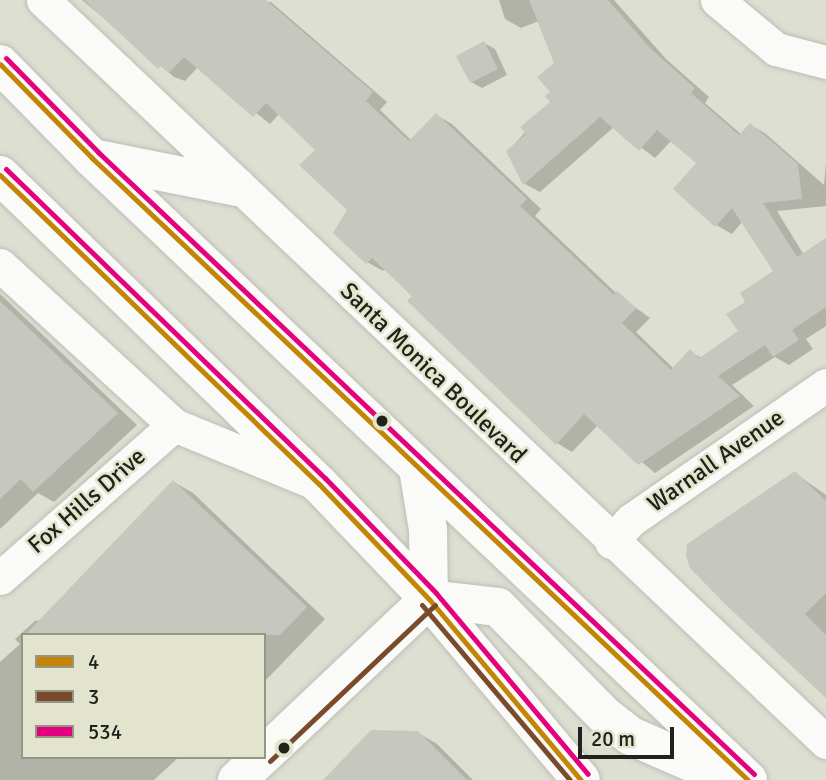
<!DOCTYPE html>
<style>
body{margin:0}
#map{position:relative;width:826px;height:780px;overflow:hidden;background:#dedfd3;font-family:Signika,sans-serif}
div>[style]{position:absolute}
.shadow>*{inset:0;background:#0003}
.building>*{inset:0;background:#c6c7be}
.roads{filter:drop-shadow(0 0 2px #bcbdb4) drop-shadow(0 0 2px #bcbdb4)}
.street>*{height:33px;margin:-16.5px;padding:0 16.5px;transform-origin:16.5px;border-radius:16.5px;background:#fafaf8}
.secondary>*{height:38px;margin:-19px;padding:0 19px;transform-origin:19px;border-radius:19px;background:#fafaf8}
.primary>*{height:38px;margin:-19px;padding:0 19px;transform-origin:19px;border-radius:19px;background:#fafaf8}
.bus-1>*{height:5px;margin:-2.5px;padding:0 2.5px;transform-origin:2.5px;border-radius:2.5px;background:#c28506}
.bus-2>*{height:5px;margin:-2.5px;padding:0 2.5px;transform-origin:2.5px;border-radius:2.5px;background:#7a4b2a}
.bus-3>*{height:5px;margin:-2.5px;padding:0 2.5px;transform-origin:2.5px;border-radius:2.5px;background:#e5007d}
.dots>*{width:19px;height:19px;translate:-50% -50%;box-sizing:border-box;border:4px solid #e2e4ce;border-radius:50%}
span{translate:-50% -50%;white-space:nowrap;text-align:center;line-height:1.15;-webkit-text-stroke:5px #e2e4ce;paint-order:stroke}
.street-label{font-size:24px;color:#21221a}
.legend{position:absolute;left:21px;top:633px;width:245px;height:126px;box-sizing:border-box;background:#e2e4ce;border:2px solid #959686;margin:0;padding:9px 12px;list-style:none;font-size:21px;color:#21221a}
.legend li{display:flex;align-items:center;gap:14px;height:35px}
.legend b{width:35px;border:2px solid #959686}
.scale{position:absolute;left:578px;top:727px;width:96px;height:32px;box-sizing:border-box;border:4px solid #21221a;border-top:0;padding-left:9px;font-size:21px;line-height:24px;white-space:nowrap;color:#21221a;-webkit-text-stroke:5px #e2e4ce;paint-order:stroke}
</style>
<div id="map">
<div class="shadow">
<i style="clip-path:polygon(82px 0,271px 2px,387px 102px,380px 110px,412px 141px,436px 115px,452px 124px,541px 209px,535px 216px,617px 294px,650px 318px,636px 332px,674px 369px,690px 352px,702px 358px,740px 332px,747px 302px,775px 272px,743px 221px,732px 234px,716px 225px,698px 163px,672px 140px,655px 158px,614px 127px,540px 192px,525px 184px,508px 151px,553px 102px,556px 63px,539px 21px,521px 28px,505px 19px,499px 0,614px 0,666px 59px,709px 97px,705px 103px,742px 135px,751px 125px,766px 134px,824px 185px,826px 162px,826px 206px,777px 211px,804px 255px,826px 240px,826px 326px,806px 339px,813px 349px,789px 365px,775px 357px,732px 385px,754px 406px,655px 473px,598px 425px,572px 452px,557px 443px,385px 269px,383px 271px,367px 262px,350px 210px,318px 150px,280px 113px,270px 124px,198px 67px,185px 81px,174px 77px)"></i>
<i style="clip-path:polygon(484px 43px,495px 49px,507px 75px,482px 88px,471px 82px)"></i>
<i style="clip-path:polygon(0 294px,137px 425px,54px 502px,38px 493px,0 529px)"></i>
<i style="clip-path:polygon(795px 473px,826px 495px,826px 694px,727px 604px)"></i>
<i style="clip-path:polygon(174px 482px,193px 493px,325px 619px,264px 682px,264px 635px,23px 635px,23px 757px,179px 757px,154px 780px,0 780px,0 662px,20px 644px,15px 639px,36px 620px,40px 622px)"></i>
<i style="clip-path:polygon(417px 732px,437px 744px,473px 780px,325px 780px)"></i>
</div>
<div class="building">
<i style="clip-path:polygon(84px 0,266px 0,373px 92px,366px 101px,409px 141px,436px 113px,527px 199px,520px 206px,614px 295px,617px 291px,636px 308px,622px 323px,671px 370px,690px 349px,699px 358px,738px 331px,726px 314px,745px 302px,740px 293px,773px 271px,732px 208px,715px 227px,673px 189px,696px 163px,657px 130px,639px 151px,600px 117px,523px 185px,506px 151px,526px 134px,520px 127px,550px 102px,545px 96px,550px 92px,537px 77px,554px 63px,529px 0,608px 0,650px 48px,695px 88px,691px 93px,739px 135px,750px 123px,798px 164px,802px 199px,763px 203px,797px 257px,826px 238px,826px 307px,792px 330px,799px 340px,773px 357px,765px 345px,718px 376px,740px 396px,638px 465px,584px 414px,556px 445px,407px 301px,412px 296px,372px 258px,366px 264px,333px 233px,347px 210px,299px 165px,315px 150px,266px 103px,253px 117px,184px 57px,169px 73px,161px 66px,158px 69px)"></i>
<i style="clip-path:polygon(484px 41px,498px 69px,470px 83px,456px 56px)"></i>
<i style="clip-path:polygon(0 301px,118px 413px,33px 492px,21px 479px,0 499px)"></i>
<i style="clip-path:polygon(795px 471px,826px 501px,826px 593px,805px 614px,826px 635px,826px 698px,726px 605px,690px 568px,686px 556px,687px 544px)"></i>
<i style="clip-path:polygon(173px 480px,307px 607px,280px 635px,25px 635px)"></i>
<i style="clip-path:polygon(371px 730px,418px 731px,467px 780px,323px 780px)"></i>
</div>
<div class="roads">
<div class="street">
<i style="left:43px;top:0;width:1079px;rotate:43.46deg"></i>
<i style="left:717px;top:0;width:77px;rotate:39.7deg"></i>
<i style="left:776px;top:49px;width:52px;rotate:14.6deg"></i>
<i style="left:0;top:265px;width:236px;rotate:42.6deg"></i>
<i style="left:174px;top:425px;width:150px;rotate:22.3deg"></i>
<i style="left:611px;top:542px;width:30px;rotate:-48deg"></i>
<i style="left:631px;top:520px;width:237px;rotate:-34.7deg"></i>
<i style="left:0;top:578px;width:232px;rotate:-41.3deg"></i>
</div>
<div class="secondary">
<i style="left:264px;top:755px;width:227px;rotate:-43.4deg"></i>
<i style="left:237px;top:780px;width:34px;rotate:-43deg"></i>
</div>
<div class="primary">
<i style="left:0;top:64px;width:132px;rotate:45.6deg"></i>
<i style="left:92px;top:158px;width:904px;rotate:43.48deg"></i>
<i style="left:92px;top:158px;width:148px;rotate:11.3deg"></i>
<i style="left:0;top:175px;width:444px;rotate:44.1deg"></i>
<i style="left:319px;top:484px;width:159px;rotate:46.3deg"></i>
<i style="left:429px;top:599px;width:236px;rotate:50deg"></i>
<i style="left:418px;top:468px;width:63px;rotate:80.8deg"></i>
<i style="left:428px;top:530px;width:69px;rotate:89.2deg"></i>
<i style="left:429px;top:599px;width:69px;rotate:6.6deg"></i>
<i style="left:498px;top:607px;width:151px;rotate:45.5deg"></i>
<i style="left:604px;top:715px;width:34px;rotate:38deg"></i>
<i style="left:631px;top:736px;width:62px;rotate:23.7deg"></i>
<i style="left:688px;top:761px;width:52px;rotate:13.2deg"></i>
</div>
</div>
<div class="bus-1">
<i style="left:0;top:64px;width:132px;rotate:45.6deg"></i>
<i style="left:92px;top:158px;width:904px;rotate:43.48deg"></i>
<i style="left:0;top:175px;width:444px;rotate:44.1deg"></i>
<i style="left:319px;top:484px;width:159px;rotate:46.3deg"></i>
<i style="left:429px;top:599px;width:236px;rotate:50deg"></i>
</div>
<div class="bus-2">
<i style="left:422px;top:605px;width:229px;rotate:49.8deg"></i>
<i style="left:270px;top:761px;width:227px;rotate:-43.4deg"></i>
</div>
<div class="bus-3">
<i style="left:6px;top:58px;width:132px;rotate:45.6deg"></i>
<i style="left:98px;top:152px;width:904px;rotate:43.48deg"></i>
<i style="left:6px;top:169px;width:444px;rotate:44.1deg"></i>
<i style="left:325px;top:478px;width:160px;rotate:46deg"></i>
<i style="left:436px;top:593px;width:236px;rotate:50deg"></i>
</div>
<div class="dots">
<i style="left:382px;top:421px;background:#21221a"></i>
<i style="left:284px;top:748px;background:#21221a"></i>
</div>
<div class="street-label">
<span style="left:433px;top:373px;rotate:44deg">Santa Monica Boulevard</span>
<span style="left:716px;top:461px;rotate:-35deg">Warnall Avenue</span>
<span style="left:87px;top:501px;rotate:-41deg">Fox Hills Drive</span>
</div>
<ul class="legend">
<li><b style="height:9px;background:#c28506"></b>4</li>
<li><b style="height:9px;background:#7a4b2a"></b>3</li>
<li><b style="height:9px;background:#e5007d"></b>534</li>
</ul>
<div class="scale">20 m</div>
</div>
....
**About this exercise**
The lines to return are those holding the string "legend" anywhere in the listing above.

**Exercise answer**
.legend{position:absolute;left:21px;top:633px;width:245px;height:126px;box-sizing:border-box;background:#e2e4ce;border:2px solid #959686;margin:0;padding:9px 12px;list-style:none;font-size:21px;color:#21221a}
.legend li{display:flex;align-items:center;gap:14px;height:35px}
.legend b{width:35px;border:2px solid #959686}
<ul class="legend">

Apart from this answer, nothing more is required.